Ghulam Rasool by the roadside with his family watching the relief trucks
|
The great Indian relief rush has finally begun.
Nearly a week after an earthquake decimated large swathes of northern Indian-administered Kashmir, civilians and NGOs have taken it upon themselves to feed, clothe, nurse and house thousands of survivors.
The survivors, neglected by a slothful administration and battered by moody weather, have little choice, anyway.
In the summer capital of Srinagar, men and women, young old, squat on roadsides in gloomy makeshift kiosks collecting relief from people.
Others, mostly young men, wave black flags, stop traffic and ask for money - some are making a quick buck out of a tragedy, the others are more serious about their mission.
All this and much more is contributing to an unprecedented gridlock on the narrow mountain roads skirting the Jhelum river to the quake hit villages of Uri.
Rocky patch
The good Samaritans - missionaries, doctors, political oddballs, power grid engineers, bankers, clerks, religious workers, unemployed youngsters- are all going up the picturesque mountain road in dust-caked smoke spewing vehicles bearing stickers like 'Fallow me' (sic) and 'Killer Hunter'.
Some people have resorted to begging
|
They are carrying rice, biscuits, old clothes, blankets, plastic sheets, kerosene, water, medicine, cooking oil.
The great Indian relief rush to Uri, however, is not perfect.
As is the case with most Indian relief operations, there are a lot of hit-and-run gigs where 'volunteers' throw old clothes, food and plastic to screaming hungry and shivering throngs and depart.
It is a very Darwinian way of relief distribution - the old, sick and women practically get nothing.
Others are more methodical taking supplies to local warehouses, coordinating with local authorities - if they are listening- and making an effort to distribute it methodically.
At the end of the day, a week after a tragedy, dazed survivors in the far flung mountain villages move around in outsize relief clothes, munch on relief biscuits, take their quota of relief rice to a wet rocky patch wondering where to cook it.
They sleep in the open in the cold and rain, and at the break of dawn send their children to beg on the mountain road from passing vehicles.
It's business as usual - disaster relief operations, Indian style.
'Cruel joke'
"This is how disaster relief works in India," quips Basher Ahmed, a youngster who spent four days in Sultan Diki village distributing rice, clothes, biscuit and bread.
Sultan Diki is a village where over 50 people died.
"The administration fails, the army rescues, and civil society follows."
The problem with the great Indian relief rush is that a lot of it is badly organized, distribution is skewed and some supplies simply go to waste.
On the rocky road to Uri, a little-known political party sets up a small camp and loads a smelly dump of old, donated clothes in the open.
It rains that night.
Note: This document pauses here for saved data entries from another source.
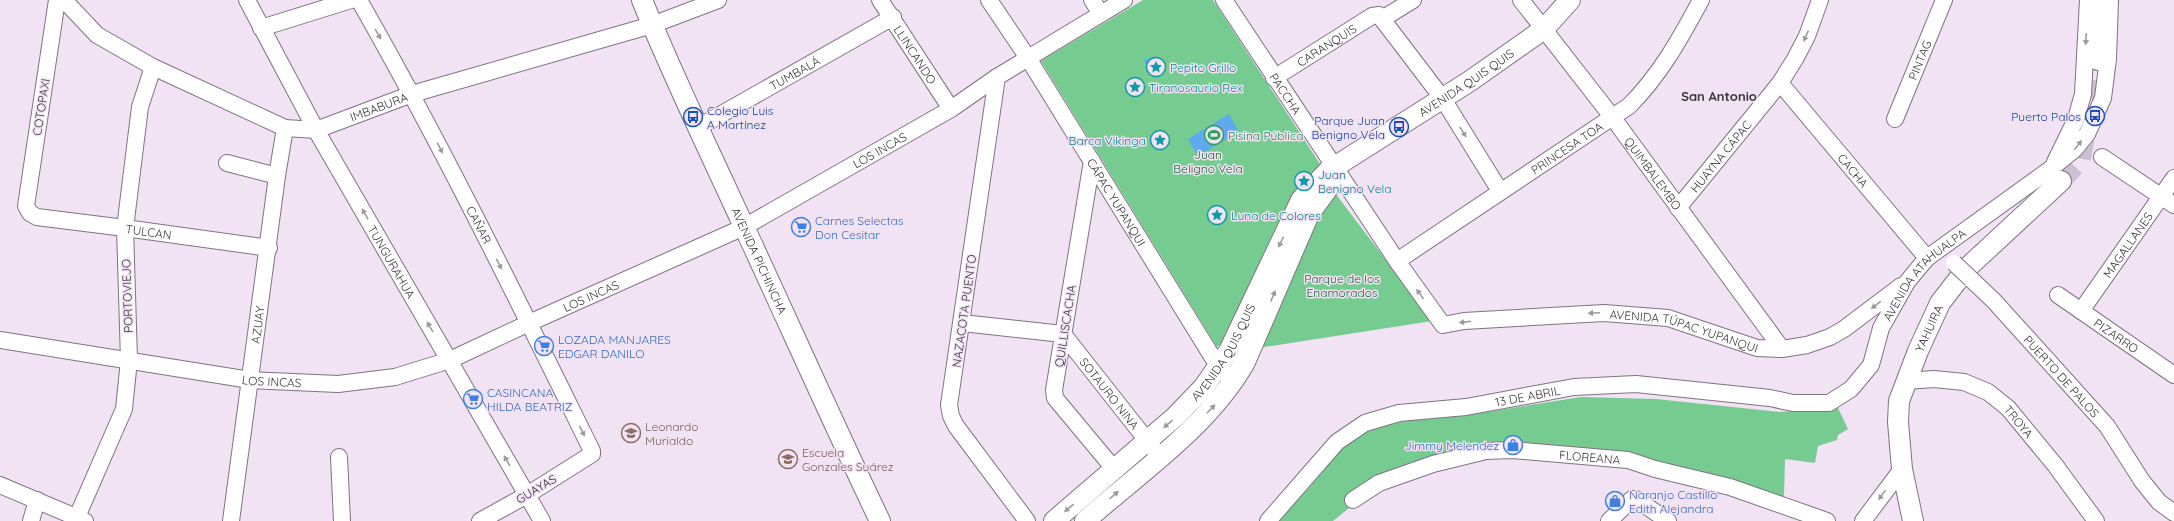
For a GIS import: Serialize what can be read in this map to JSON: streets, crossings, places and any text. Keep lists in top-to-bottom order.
{
  "streets": {
    "main road": ["AVENIDA QUIS QUIS", "AVENIDA PICHINCHA", "YAHUIRA"],
    "street": [
      "CARANQUIS",
      "LLINCANDO",
      "PINTAG",
      "TUMBALÁ",
      "PACCHA",
      "COTOPAXI",
      "IMBABURA",
      "PRINCESA TOA",
      "LOS INCAS",
      "HUAYNA CÁPAC",
      "CACHA",
      "QUIMBALEMBO",
      "CÁPAC YUPANQUI",
      "CAÑAR",
      "TULCAN",
      "MAGALLANES",
      "TUNGURAHUA",
      "AVENIDA ATAHUALPA",
      "PORTOVIEJO",
      "NAZACOTA PUENTO",
      "AZUAY",
      "QUILLISCACHA",
      "AVENIDA TÚPAC YUPANQUI",
      "PIZARRO",
      "PUERTO DE PALOS",
      "SOTAURO NINA",
      "13 DE ABRIL",
      "TROYA",
      "FLOREANA",
      "GUAYAS"
    ]
  },
  "crossings": [
    ["CARANQUIS", "PACCHA"],
    ["LLINCANDO", "TUMBALÁ"],
    ["LLINCANDO", "LOS INCAS"],
    ["TUMBALÁ", "AVENIDA PICHINCHA"],
    ["AVENIDA QUIS QUIS", "PACCHA"],
    ["AVENIDA QUIS QUIS", "QUIMBALEMBO"],
    ["AVENIDA QUIS QUIS", "CÁPAC YUPANQUI"],
    ["AVENIDA QUIS QUIS", "QUILLISCACHA"],
    ["AVENIDA QUIS QUIS", "SOTAURO NINA"],
    ["PACCHA", "PRINCESA TOA"],
    ["PACCHA", "AVENIDA TÚPAC YUPANQUI"],
    ["COTOPAXI", "TULCAN"],
    ["IMBABURA", "CAÑAR"],
    ["IMBABURA", "AVENIDA PICHINCHA"],
    ["IMBABURA", "TUNGURAHUA"],
    ["IMBABURA", "PORTOVIEJO"],
    ["IMBABURA", "AZUAY"],
    ["PRINCESA TOA", "QUIMBALEMBO"],
    ["LOS INCAS", "CÁPAC YUPANQUI"],
    ["LOS INCAS", "CAÑAR"],
    ["LOS INCAS", "AVENIDA PICHINCHA"],
    ["LOS INCAS", "TUNGURAHUA"],
    ["LOS INCAS", "PORTOVIEJO"],
    ["LOS INCAS", "NAZACOTA PUENTO"],
    ["LOS INCAS", "AZUAY"],
    ["HUAYNA CÁPAC", "CACHA"],
    ["HUAYNA CÁPAC", "QUIMBALEMBO"],
    ["CACHA", "AVENIDA ATAHUALPA"],
    ["QUIMBALEMBO", "AVENIDA TÚPAC YUPANQUI"],
    ["CÁPAC YUPANQUI", "QUILLISCACHA"],
    ["CAÑAR", "GUAYAS"],
    ["TULCAN", "PORTOVIEJO"],
    ["TULCAN", "AZUAY"],
    ["MAGALLANES", "PIZARRO"],
    ["TUNGURAHUA", "GUAYAS"],
    ["AVENIDA ATAHUALPA", "YAHUIRA"],
    ["AVENIDA ATAHUALPA", "AVENIDA TÚPAC YUPANQUI"],
    ["AVENIDA ATAHUALPA", "PUERTO DE PALOS"],
    ["AVENIDA ATAHUALPA", "13 DE ABRIL"],
    ["QUILLISCACHA", "SOTAURO NINA"],
    ["YAHUIRA", "TROYA"]
  ],
  "one_way": [
    "HUAYNA CÁPAC",
    "CAÑAR",
    "TUNGURAHUA",
    "AVENIDA TÚPAC YUPANQUI"
  ],
  "districts": ["San Antonio"],
  "parks": ["Juan Beligno Vela", "Parque de los Enamorados"],
  "places": {
    "place": [
      "Pepito Grillo",
      "Tiranosaurio Rex",
      "Barca Vikinga",
      "Juan Benigno Vela",
      "Luna de Colores"
    ],
    "bus stop": ["Puerto Palos", "Colegio Luis A Martínez", "Parque Juan Benigno Vela"],
    "sports": ["Pisina Pública"],
    "supermarket": ["Carnes Selectas Don Cesitar", "LOZADA MANJARES EDGAR DANILO", "CASINCANA HILDA BEATRIZ"],
    "school or university": ["Leonardo Murialdo", "Escuela Gonzales Suárez"],
    "shop": ["Jimmy Melendez", "Naranjo Castillo Edith Alejandra"]
  }
}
Next day shivering survivors are gleefully presented with wet clothes.
In Kamalkot, one of the worst affected villages in Uri flanked by steep snow-capped Pakistani ridges, there is a traffic jam of relief supply vehicles, but survivors are still sleeping out in the cold.
There's simply not enough tents to shelter people after the army dropped a few in the initial days. But there are mountains of old clothes lying around.
The relief scrum on the narrow road means that sick and wounded people who need to be rushed down to the nearest hospital down the mountain road have to wait for hours till the traffic clears.
It seems like a cruel joke to people like Ghulam Rasool who sits by the roadside with his wife and three daughters watching the relief trucks go up and down.
The 47-year-old day labourer lives in Salambad on the lower reaches of the mountain, barely 12 km from the Line of Control, the de facto border which divides the disputed region of Kashmir.
Rebuild a home
Rasool has become homeless for the second time in three years - in 2002, shells fired from Pakistan blew up his home, gutted his belongings and about $450 he had kept aside for his eldest daughter's remainder dowry.
'No one from the government has turned up to help'
|
"I used to give my dowry in instalments to my son-in-law in case he began mistreating my daughter," he says.
Then he took a loan of $4500 from a local bank and friends and rebuilt his two-storey tin roofed stone house.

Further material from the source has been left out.